Plantic has developed a pioneering alternative to conventional plastics, derived from non-GM corn, which is already used by M&S.
Most of the fund is in household names that you or I would hardly consider alternative, such as BG Group, but which are considered “best in class” when it comes to green practices. Which just goes to show how hard it is to make a genuine investment case for clean energy.
And Branson also charges you a hefty annual charge of 1.75% a year for the privilege plus a performance fee of 20% of excess returns.
There are of course bright spots in the climate-change sector.
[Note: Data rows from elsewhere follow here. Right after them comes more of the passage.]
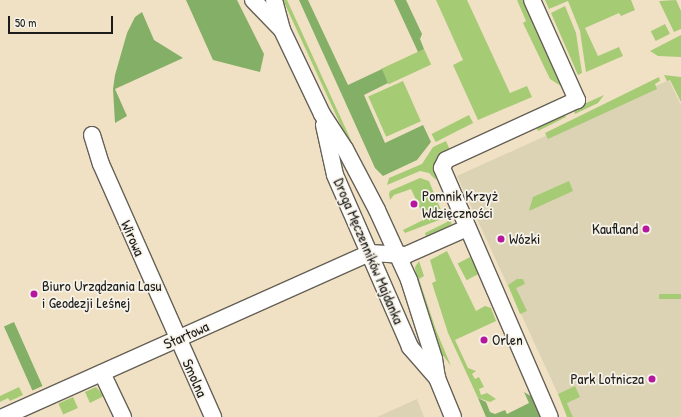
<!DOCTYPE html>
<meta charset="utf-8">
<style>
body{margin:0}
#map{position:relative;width:681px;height:417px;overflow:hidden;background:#f0e1c4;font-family:"Patrick Hand",sans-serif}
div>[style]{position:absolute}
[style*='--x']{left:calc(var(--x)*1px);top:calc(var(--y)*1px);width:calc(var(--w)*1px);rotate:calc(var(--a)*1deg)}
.built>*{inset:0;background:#dcd3b4}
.green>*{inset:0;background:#a6cb75;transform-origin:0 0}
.forest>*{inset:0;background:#84af66;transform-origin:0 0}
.roads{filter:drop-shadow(1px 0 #666157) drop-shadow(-1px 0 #666157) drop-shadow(0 1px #666157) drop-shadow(0 -1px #666157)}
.minor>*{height:16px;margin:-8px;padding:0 8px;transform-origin:8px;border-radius:8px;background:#fff}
.dots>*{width:11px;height:11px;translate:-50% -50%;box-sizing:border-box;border:2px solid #f7f3e8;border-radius:50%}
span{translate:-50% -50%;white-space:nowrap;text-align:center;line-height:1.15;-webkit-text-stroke:3.5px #f7f3e8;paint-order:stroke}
.poi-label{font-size:15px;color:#1c1c1c}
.left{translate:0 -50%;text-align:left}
.right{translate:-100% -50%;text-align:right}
.street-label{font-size:15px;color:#1c1c1c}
.scale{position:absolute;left:8px;top:16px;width:105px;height:18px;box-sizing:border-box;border:2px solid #1c1c1c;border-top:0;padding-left:5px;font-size:12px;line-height:14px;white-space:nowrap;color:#1c1c1c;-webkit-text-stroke:3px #f7f3e8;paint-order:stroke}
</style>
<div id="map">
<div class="built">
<i style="clip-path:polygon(669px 80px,681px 105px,681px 417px,573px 417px,567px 403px,575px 387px,558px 394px,457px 176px)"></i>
<i style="clip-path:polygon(417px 399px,424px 417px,377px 417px)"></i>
</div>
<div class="green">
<i style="clip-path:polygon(283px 0,287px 0,365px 171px,342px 128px)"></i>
<i style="clip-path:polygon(436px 0,467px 0,510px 93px,527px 86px,532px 97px,478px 120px,453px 65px,463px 60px)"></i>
<i style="clip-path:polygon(517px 0,525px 0,564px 84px,561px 86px,550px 79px,523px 23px,526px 21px)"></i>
<i style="clip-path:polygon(545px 0,631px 0,635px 10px,621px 16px,619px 13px,585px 28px,598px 56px,619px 47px,623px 56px,586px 72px,580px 31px,568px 1px,549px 9px)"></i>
<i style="clip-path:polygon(676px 0,681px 11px,681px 29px,674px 32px,659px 1px)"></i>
<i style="clip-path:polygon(565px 6px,576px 33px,582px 73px,578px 75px,551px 13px)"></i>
<i style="left:665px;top:24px;width:11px;height:16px;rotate:63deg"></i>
<i style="clip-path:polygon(681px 35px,681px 57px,658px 56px,650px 51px)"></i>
<i style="left:424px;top:49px;width:17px;height:47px;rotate:65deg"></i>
<i style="clip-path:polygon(664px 75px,681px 77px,681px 102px,670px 80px,667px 81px)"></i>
<i style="clip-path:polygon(659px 77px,660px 81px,655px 84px,657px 89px,548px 139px,545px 133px)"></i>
<i style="left:403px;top:81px;width:44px;height:38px;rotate:66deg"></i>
<i style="clip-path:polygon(604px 95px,598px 103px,575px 114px,573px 109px)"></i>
<i style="clip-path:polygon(564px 113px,566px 117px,538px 131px,536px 126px)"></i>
<i style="left:469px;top:115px;width:9px;height:42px;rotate:63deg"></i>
<i style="clip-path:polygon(446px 141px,450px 150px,435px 169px,436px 180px,429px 173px,420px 171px,387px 185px,389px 178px,422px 164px,433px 147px)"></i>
<i style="clip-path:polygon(420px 178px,429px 181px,443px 215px,439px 220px,405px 233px,403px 230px,425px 219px,411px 189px,394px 195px,390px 200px,389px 194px,390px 191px)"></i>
<i style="clip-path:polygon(569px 181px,573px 191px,529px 211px,533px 197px)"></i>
<i style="clip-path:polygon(452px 215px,451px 225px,426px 237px,425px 233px,447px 222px)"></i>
<i style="clip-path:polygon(447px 251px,476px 311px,485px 306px,491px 308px,496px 321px,455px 340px,468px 368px,476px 371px,472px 374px,475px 379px,479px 377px,484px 387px,479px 389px,481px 395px,487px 393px,496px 399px,490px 402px,478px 398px,448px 333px,432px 283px,436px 281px,430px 260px)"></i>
<i style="left:470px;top:257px;width:19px;height:14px;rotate:62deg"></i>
<i style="clip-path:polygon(419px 261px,424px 276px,419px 279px,436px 330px,451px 366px,442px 354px,434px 335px,416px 276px,415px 267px)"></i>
<i style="clip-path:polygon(517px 279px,523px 279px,525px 284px,516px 288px,527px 311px,520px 314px,508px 285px)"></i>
<i style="left:681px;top:294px;width:5px;height:22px;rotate:90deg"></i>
<i style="clip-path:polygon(575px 386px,580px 397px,567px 403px,573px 417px,567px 417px,558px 394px)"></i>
<i style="clip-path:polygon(19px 387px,23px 395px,10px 401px,8px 398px,0 402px,0 396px)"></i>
<i style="clip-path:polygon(96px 387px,104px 396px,90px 403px,85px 392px)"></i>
<i style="left:73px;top:397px;width:12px;height:16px;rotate:66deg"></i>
</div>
<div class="forest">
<i style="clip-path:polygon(186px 0,237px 0,264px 54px,260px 72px,213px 60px)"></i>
<i style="clip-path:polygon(299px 0,308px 0,348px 85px,382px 69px,388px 83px,364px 95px,385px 143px,423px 125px,431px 142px,417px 160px,383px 176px,375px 168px)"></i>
<i style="clip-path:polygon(394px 0,406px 0,422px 34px,420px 39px,424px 49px,418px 52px)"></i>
<i style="clip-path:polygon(142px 12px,154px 40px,183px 58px,115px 89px,127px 116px,115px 123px,113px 89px,115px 75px,127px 33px,135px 17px)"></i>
<i style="left:14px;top:322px;width:70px;height:11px;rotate:66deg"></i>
<i style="clip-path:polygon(524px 392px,534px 398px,541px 417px,486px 417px,478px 398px,486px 402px,490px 412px,495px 414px,505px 410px,507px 414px,529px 403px)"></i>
</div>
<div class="roads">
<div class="minor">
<i style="--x:253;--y:0;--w:40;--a:46"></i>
<i style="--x:274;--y:0;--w:31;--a:75"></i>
<i style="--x:282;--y:30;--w:93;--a:64.5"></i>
<i style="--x:322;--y:114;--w:42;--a:56.7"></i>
<i style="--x:345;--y:149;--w:69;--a:62.3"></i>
<i style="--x:377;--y:210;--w:77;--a:65.4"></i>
<i style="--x:409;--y:280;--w:83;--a:72.4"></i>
<i style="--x:434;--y:359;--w:19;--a:81"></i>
<i style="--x:437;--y:378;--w:42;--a:67.7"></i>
<i style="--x:532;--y:0;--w:110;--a:65.8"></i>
<i style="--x:577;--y:100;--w:144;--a:155.4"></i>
<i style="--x:446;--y:160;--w:9;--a:117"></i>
<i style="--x:442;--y:168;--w:271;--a:66.6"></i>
<i style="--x:324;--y:125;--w:51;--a:77.6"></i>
<i style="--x:335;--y:175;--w:188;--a:66.4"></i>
<i style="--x:410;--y:347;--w:41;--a:48.9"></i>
<i style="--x:92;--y:135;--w:30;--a:73"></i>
<i style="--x:101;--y:164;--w:277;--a:66.1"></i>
<i style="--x:102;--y:373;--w:49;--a:64.5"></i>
<i style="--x:3;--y:417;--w:401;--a:-24.1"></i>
<i style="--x:369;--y:253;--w:37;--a:3"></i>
<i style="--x:406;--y:255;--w:67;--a:-23.9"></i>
</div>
</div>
<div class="dots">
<i style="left:414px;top:204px;background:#b5179e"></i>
<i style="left:646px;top:229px;background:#b5179e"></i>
<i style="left:501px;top:239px;background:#b5179e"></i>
<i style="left:34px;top:294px;background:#b5179e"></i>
<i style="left:484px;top:340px;background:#b5179e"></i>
<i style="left:652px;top:379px;background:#b5179e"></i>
</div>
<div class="poi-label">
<span class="left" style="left:422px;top:204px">Pomnik Krzyż<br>Wdzięczności</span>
<span class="right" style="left:638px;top:229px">Kaufland</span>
<span class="left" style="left:509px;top:239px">Wózki</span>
<span class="left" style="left:42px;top:294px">Biuro Urządzania Lasu<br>i Geodezji Leśnej</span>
<span class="left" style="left:492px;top:340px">Orlen</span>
<span class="right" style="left:644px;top:379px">Park Lotnicza</span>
</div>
<div class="street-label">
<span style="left:133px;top:238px;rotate:66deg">Wirowa</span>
<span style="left:369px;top:251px;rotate:67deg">Droga Męczenników Majdanka</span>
<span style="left:186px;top:335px;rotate:-24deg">Startowa</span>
<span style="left:195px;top:378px;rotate:66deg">Smolna</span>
</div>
<div class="scale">50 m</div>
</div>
Wind power is expected to reach ‘grid parity’ — where the cost is much the same as more traditional power sources — in just over a decade, according to research by power firm Eon.
However, its development is being hampered by a shortage of wind turbines, which is why firms such as Vestas are trading on lofty valuations of around 49 times earnings — hardly a great investment proposition.
Aside from Tanfield, electric vehicles are also seen as a viable solution, but they are hampered by a shortage of batteries.
And HSBC’s investment banking arm has called energy efficiency an “invisible powerhouse” — it is one of the easiest and cheapest ways to cut carbon emissions, but has been left behind in the rush to capitalise on far sexier wind, wave and solar power.
Firms such as Impala Platinum and MMC Norilsk Nickel are set to benefit from the more pedestrian but probably more profitable task of improving the efficiency of existing technology.
Even then, I would be prepared to hang around for a least a decade. Sounds like a long time, but it’s coming up for 10 years since the tech bubble burst.
Only a handful of firms such as Arm Holdings, Invensys and Sage have survived the carnage and for investors who have stayed the distance it has been a very rocky ride.